A short history of hats

A short history of hats

From hats made of straw to hats with ribbons, feathers and flowers

Sheetal Vyas
October 15 , 2014
01 Min Read

The oldest evidence of hat-wearing comes from a pictorial depiction of a man with a conical straw hat in a Thebes tomb painting dating back to 3200 BCE.

The first hat to have a brim of sorts was the ‘Petasus’, a sun hat worn by ancient Greeks. It was made of wool felt, leather or straw, with a broad, floppy brim. You’ll recognize it from the symbol of Hermes, the Greek god of pilgrims.


Ladies in Europe began to make this accessory their own by the 17th century. Milliners came into being and the bonnet, adorned with ribbons, flowers, feathers and gauze trims, dominated fashion.

In the 18th century, gentlemen on the Continent took to wearing the Top Hat, a tall, flat-crowned affair that became hugely popular. Lincoln wore one; the iconic Uncle Sam does too!

In 1865, hat maker Stetson manufactured a flat-brimmed, straight-crowned waterproof hat called “Boss of the Plains”. The Cowboy Hat is even today an enduring symbol of America’s Wild West.
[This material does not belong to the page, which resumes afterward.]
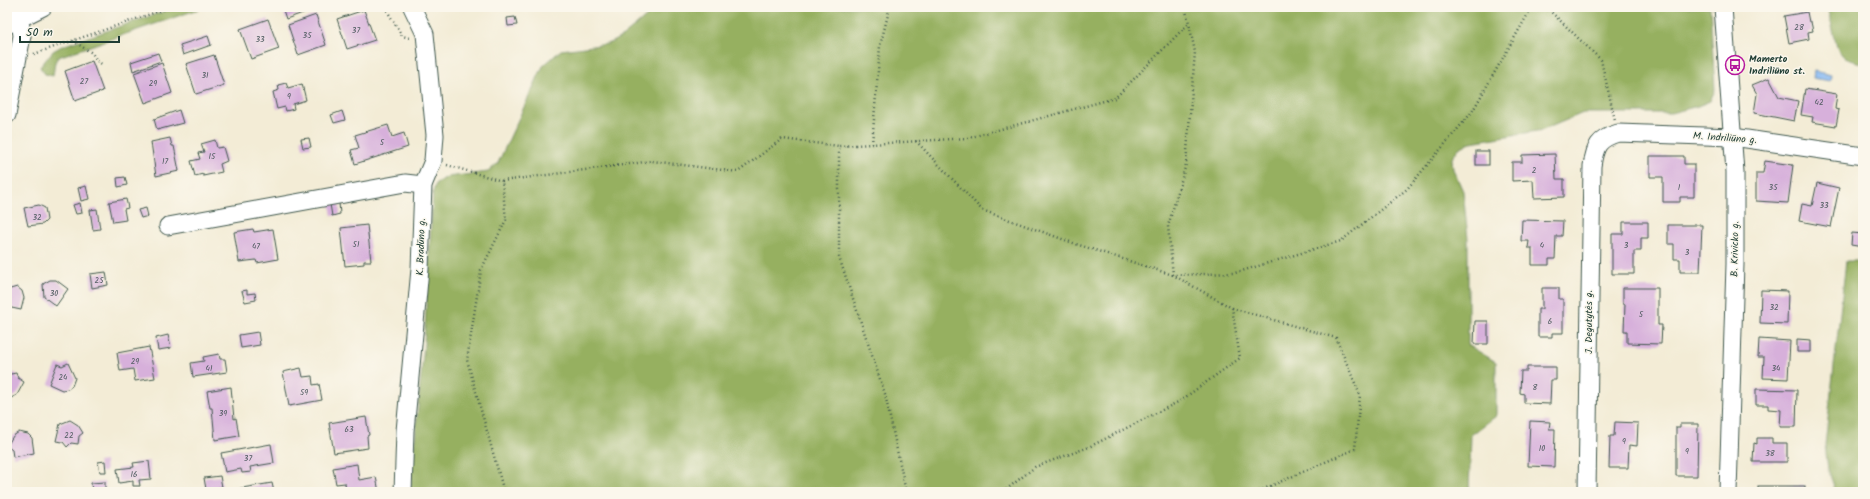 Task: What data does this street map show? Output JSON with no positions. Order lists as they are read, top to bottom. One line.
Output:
{"streets":{"street":["M. Indriliūno g.","K. Bradūno g.","B. Krivicko g.","J. Degutytės g."]},"crossings":[["M. Indriliūno g.","B. Krivicko g."],["M. Indriliūno g.","J. Degutytės g."]],"places":{"bus stop":["Mamerto Indriliūno st."]},"house_numbers":["28","37","35","33","31","27","29","9","42","5","15","17","2","1","35","33","32","51","4","3","47","3","25","30","32","5","6","29","41","34","24","8","59","39","63","22","9","10","9","38","37","16"],"scale_bar":"50 m"} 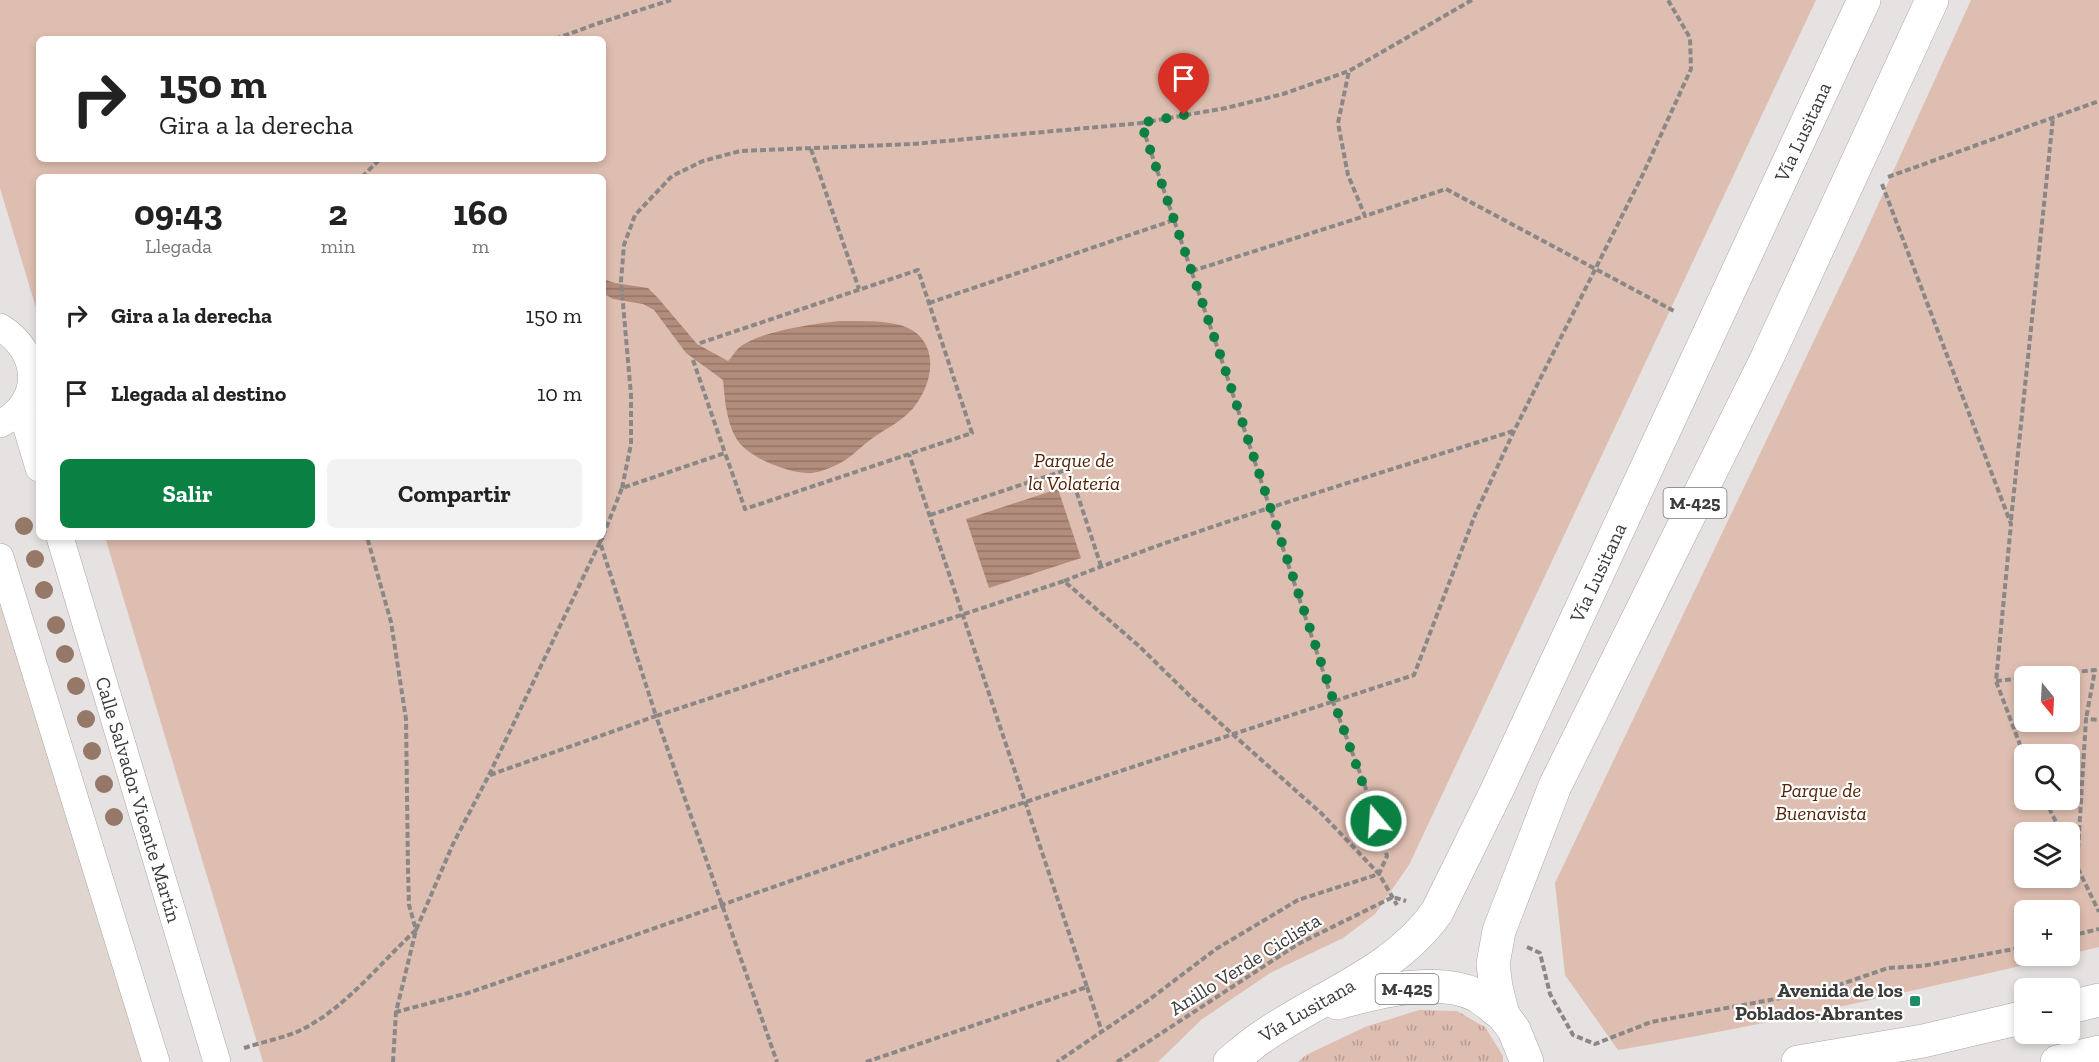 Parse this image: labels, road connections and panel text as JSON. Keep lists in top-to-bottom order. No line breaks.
{"streets":{"main road":["Vía Lusitana","M-425"],"street":["Calle Salvador Vicente Martín"],"path":["Anillo Verde Ciclista"]},"crossings":[["Vía Lusitana","M-425"]],"parks":["Parque de la Volatería","Parque de Buenavista"],"places":{"transit":["Avenida de los Poblados-Abrantes"]},"north":"bottom","page":{"turn":["150 m","Gira a la derecha"],"eta":["09:43","Llegada","2","min","160","m"],"list":[{"name":"Gira a la derecha","value":"150 m"},{"name":"Llegada al destino","value":"10 m"}],"buttons":["Salir","Compartir"],"map_buttons":["+","−"]}}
Hats are making a comeback as fashion accessories, but there is one variant that has swept into almost every corner of the world — the fitted baseball cap. It came to us from the American ballgame, where a team called the Brooklyn Excelsiors wore an early prototype in 1860. Over time, the cap morphed into what it is today — everyone’s got one.